As film and other traditional methods of photography continue to decline in use and availability, we are confronted by a proliferation of digital technology for the production and dissemination of images. Walter Benjamin famously observed that the photographic medium, with its potential for faithful reproduction by mechanical means, is a medium uniquely suited to the purposes of public exhibition compared to other visual art forms such as paintings that exist as singular cult objects.
Now that the means of production and distribution have progressed from mechanical to digital, the potential for public exhibition has increased exponentially.
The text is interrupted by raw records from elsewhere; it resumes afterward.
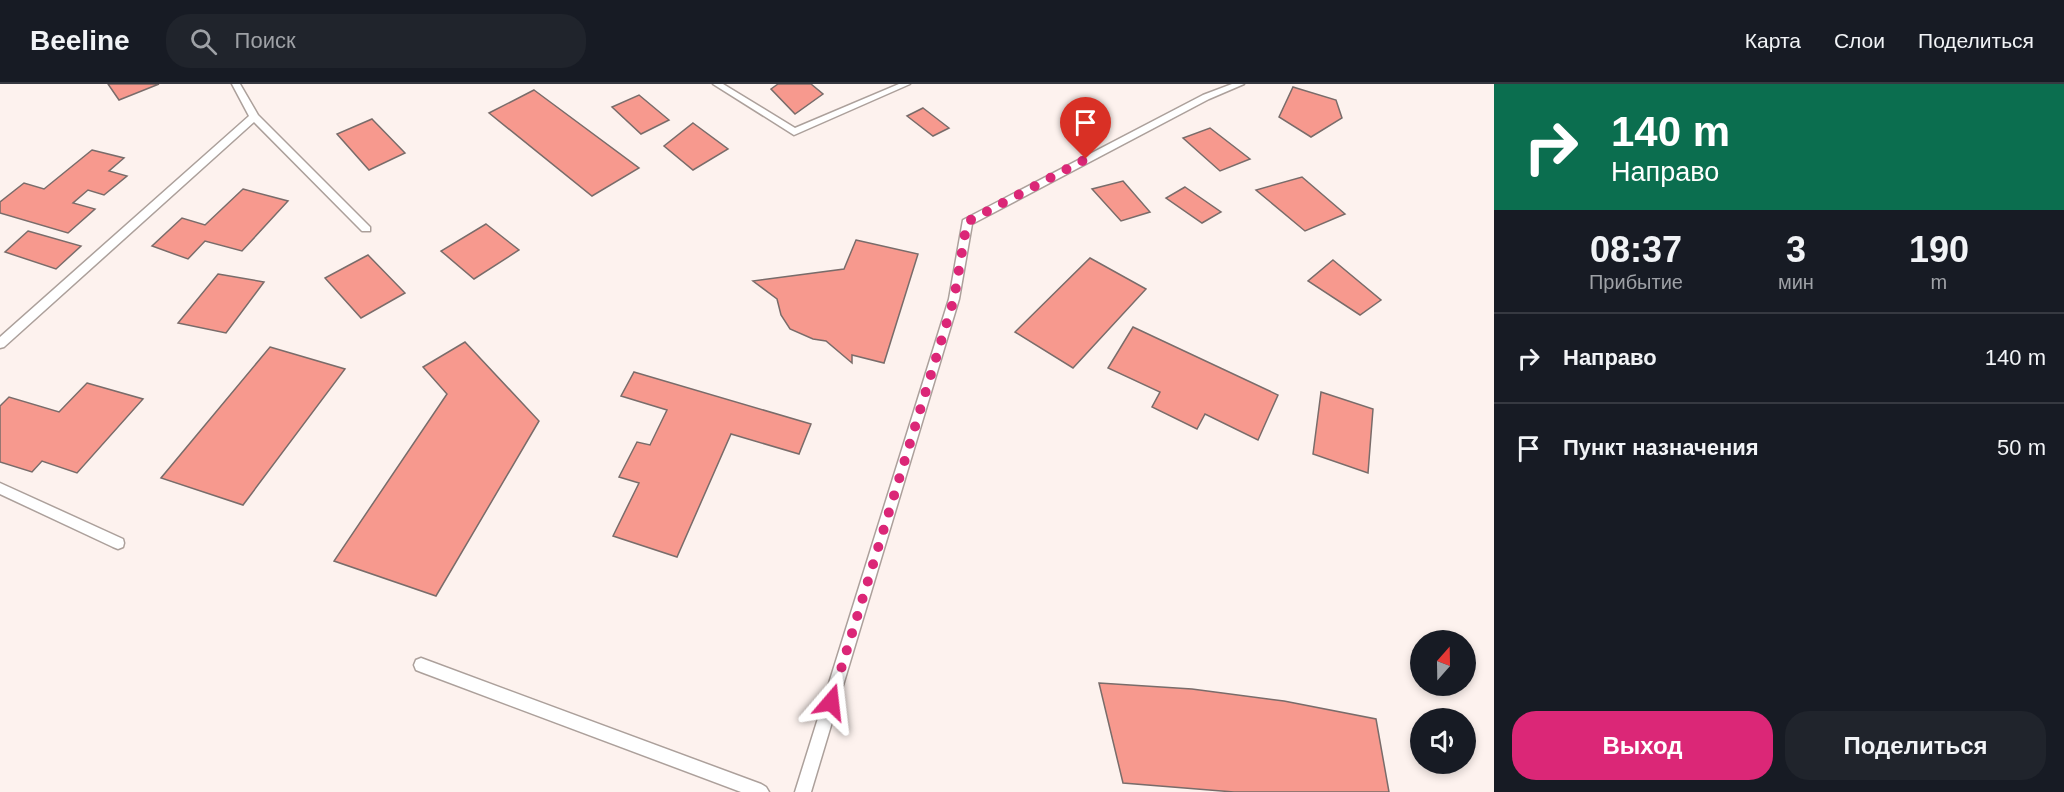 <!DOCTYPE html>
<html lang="ru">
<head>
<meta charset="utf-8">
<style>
	body { margin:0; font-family:Helvetica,sans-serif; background:#20242c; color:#f1f3f6; height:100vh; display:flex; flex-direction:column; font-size:22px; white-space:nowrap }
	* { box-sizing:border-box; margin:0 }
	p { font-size:20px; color:#9ea1a6 }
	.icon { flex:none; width:33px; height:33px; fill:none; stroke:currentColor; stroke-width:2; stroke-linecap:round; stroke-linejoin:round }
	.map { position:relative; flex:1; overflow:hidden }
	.panel { display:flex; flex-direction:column; background:#171b24; width:570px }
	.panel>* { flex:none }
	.hud { background:#0b6e4f; color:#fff; overflow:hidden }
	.needle { width:39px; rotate:20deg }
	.buttons { position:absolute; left:1410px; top:546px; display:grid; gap:12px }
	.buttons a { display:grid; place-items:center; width:66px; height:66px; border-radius:50%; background:#171b24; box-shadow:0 3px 9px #0003; font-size:30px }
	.pin { position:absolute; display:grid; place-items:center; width:51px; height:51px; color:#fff; margin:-62px -26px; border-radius:50% 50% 50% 0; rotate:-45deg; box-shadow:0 0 6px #0007 }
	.pin .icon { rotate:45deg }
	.me { position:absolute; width:66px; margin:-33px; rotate:17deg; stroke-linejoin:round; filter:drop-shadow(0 0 4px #0008) }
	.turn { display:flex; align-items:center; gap:21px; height:126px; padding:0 18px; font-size:27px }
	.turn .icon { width:78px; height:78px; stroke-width:2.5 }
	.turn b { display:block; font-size:42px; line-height:51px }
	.eta { display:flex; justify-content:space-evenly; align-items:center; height:102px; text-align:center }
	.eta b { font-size:36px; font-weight:800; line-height:42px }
	.primary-button { display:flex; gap:12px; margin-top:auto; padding:12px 18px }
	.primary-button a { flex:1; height:69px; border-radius:24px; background:#db2777; color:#fff; font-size:24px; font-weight:800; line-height:69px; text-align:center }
	.primary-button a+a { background:#20242c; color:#f1f3f6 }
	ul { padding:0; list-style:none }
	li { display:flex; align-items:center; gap:18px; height:90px; padding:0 18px; border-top:2px solid #363941 }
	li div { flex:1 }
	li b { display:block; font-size:22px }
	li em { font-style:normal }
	header { display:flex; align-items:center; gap:36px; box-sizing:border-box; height:84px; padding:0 30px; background:#171b24; border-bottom:2px solid #363941 }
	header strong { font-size:28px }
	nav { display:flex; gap:33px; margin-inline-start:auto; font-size:21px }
	.search { width:420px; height:54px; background:#20242c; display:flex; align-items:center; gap:15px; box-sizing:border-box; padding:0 21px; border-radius:24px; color:#9ea1a6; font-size:22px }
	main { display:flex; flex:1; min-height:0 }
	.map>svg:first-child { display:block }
	.building { fill:#f7998e; stroke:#796c6a; stroke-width:1.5 }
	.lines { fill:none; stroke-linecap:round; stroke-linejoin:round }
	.lane-casing { stroke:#aca09b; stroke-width:3 }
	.lane { fill:#fff; fill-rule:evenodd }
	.route { stroke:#db2777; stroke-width:10; stroke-dasharray:0 18 }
</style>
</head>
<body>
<header>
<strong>Beeline</strong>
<div class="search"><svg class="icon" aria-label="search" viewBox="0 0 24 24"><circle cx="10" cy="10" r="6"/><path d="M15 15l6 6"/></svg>Поиск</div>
<nav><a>Карта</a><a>Слои</a><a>Поделиться</a></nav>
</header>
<main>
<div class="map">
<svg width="1494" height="708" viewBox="0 0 1494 708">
	<rect width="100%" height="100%" fill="#fdf2ee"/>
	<g class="building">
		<polygon points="108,0 159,0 119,16"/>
		<polygon points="778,0 811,0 823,10 795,30 771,5"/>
		<polygon points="1293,3 1336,16 1342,34 1311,53 1279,33"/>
		<polygon points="534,6 639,84 592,112 489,29"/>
		<polygon points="639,11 669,36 641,50 612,23"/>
		<polygon points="923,24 949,44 933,52 907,32"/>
		<polygon points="372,35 405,69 369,86 337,50"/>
		<polygon points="693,39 728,65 693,86 664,62"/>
		<polygon points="1210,44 1250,75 1220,87 1183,54"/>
		<polygon points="92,66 124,74 109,87 127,92 104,111 88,106 73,119 95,125 68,149 0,129 0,118 24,99 44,105"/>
		<polygon points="1302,93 1345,130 1305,147 1256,106"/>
		<polygon points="1123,97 1150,128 1121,137 1092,105"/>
		<polygon points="1185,103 1221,128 1202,139 1166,114"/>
		<polygon points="243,105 288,117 242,167 205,157 188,175 152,162 182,134 205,141"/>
		<polygon points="486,140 519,166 474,195 441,167"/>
		<polygon points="28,147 81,162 56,185 5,168"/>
		<polygon points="856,156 918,170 884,279 852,271 852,279 826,257 813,255 790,245 781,231 777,215 753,197 844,185"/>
		<polygon points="368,171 405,209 361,234 325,194"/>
		<polygon points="1090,174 1146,205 1073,284 1015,248"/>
		<polygon points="1333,176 1381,216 1360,231 1308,197"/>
		<polygon points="218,190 264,198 226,249 178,239"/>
		<polygon points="1133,243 1278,311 1258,356 1205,330 1197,345 1152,323 1160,308 1108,284"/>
		<polygon points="465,258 539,337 436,512 334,477 447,310 423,283"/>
		<polygon points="270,263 345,285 243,421 161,394"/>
		<polygon points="634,288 811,340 799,370 731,350 677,473 613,452 639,399 619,393 637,358 650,361 667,326 621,312"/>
		<polygon points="87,299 143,315 77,389 42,377 32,388 0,378 0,322 9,313 59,328"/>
		<polygon points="1321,308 1373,325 1368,389 1313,370"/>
		<polygon points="1099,599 1192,605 1284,617 1376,635 1389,708 1234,708 1123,699"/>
	</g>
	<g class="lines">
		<defs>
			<g id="lane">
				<polygon points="232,0 240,0 258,31 370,143 370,147 362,147 254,38 4,263 0,264 0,253 249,32"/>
				<polygon points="713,0 723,0 795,44 899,0 910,0 794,51"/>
				<polygon points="1232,0 1244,0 1209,15 972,140 959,215 811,708 795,708 949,215 963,136 1203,11"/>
				<polygon points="0,399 123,455 124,459 123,463 118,465 113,463 0,410"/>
				<polygon points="421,574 761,700 766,703 769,708 741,708 421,588 416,586 414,581 416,576"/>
			</g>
		</defs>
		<use href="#lane" class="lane-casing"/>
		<use href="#lane" class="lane"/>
	</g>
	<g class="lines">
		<polyline class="route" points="831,618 954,215 967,138 1086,75"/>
	</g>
</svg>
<div class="buttons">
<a><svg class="needle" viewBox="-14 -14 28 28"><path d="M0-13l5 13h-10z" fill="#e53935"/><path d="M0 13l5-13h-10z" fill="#9ea1a6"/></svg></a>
<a><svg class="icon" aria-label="sound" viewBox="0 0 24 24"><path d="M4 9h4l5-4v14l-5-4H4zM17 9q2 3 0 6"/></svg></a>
</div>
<div class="pin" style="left:1086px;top:75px;background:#d93025"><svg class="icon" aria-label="arrive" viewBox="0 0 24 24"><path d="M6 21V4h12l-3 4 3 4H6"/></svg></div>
<svg class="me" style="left:831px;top:618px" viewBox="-20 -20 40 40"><path d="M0-17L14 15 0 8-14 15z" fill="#db2777" stroke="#fff" stroke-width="4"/></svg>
</div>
<section class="panel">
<div class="hud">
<div class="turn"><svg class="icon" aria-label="right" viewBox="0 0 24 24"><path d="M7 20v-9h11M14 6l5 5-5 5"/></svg><div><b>140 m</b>Направо</div></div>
</div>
<div class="eta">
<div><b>08:37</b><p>Прибытие</p></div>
<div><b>3</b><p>мин</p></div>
<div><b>190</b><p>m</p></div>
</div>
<ul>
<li><svg class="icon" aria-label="right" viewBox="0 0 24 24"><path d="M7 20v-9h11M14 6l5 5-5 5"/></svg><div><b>Направо</b></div><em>140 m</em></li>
<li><svg class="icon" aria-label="arrive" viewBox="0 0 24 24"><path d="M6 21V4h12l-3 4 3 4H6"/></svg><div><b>Пункт назначения</b></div><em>50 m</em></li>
</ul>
<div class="primary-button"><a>Выход</a><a>Поделиться</a></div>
</section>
</main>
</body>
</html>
These developments represent not only a quantitative, but also a qualitative shift in the meaning and perception of photography and photography’s role in shaping the greater art-scape.
In the age of information, we are rarely confronted by a singular image, or even a cohesive sequence of images forming a linear narrative. Rather we are bombarded in a milieu of multimedia where the photographic image coexists alongside visual, audio and text based stimuli. Through the database structure of the internet, hyperlinking, metadata and sorting by user-driven algorithms, the viewer is empowered to create their own personal nonlinear narrative.—Mike Patterson
Mike Patterson, a graduate student at the Savannah College of Art and Design (SCAD), is working to expand the vocabulary of photography to accommodate the new ways in which images are produced, distributed and viewed in the age of new media.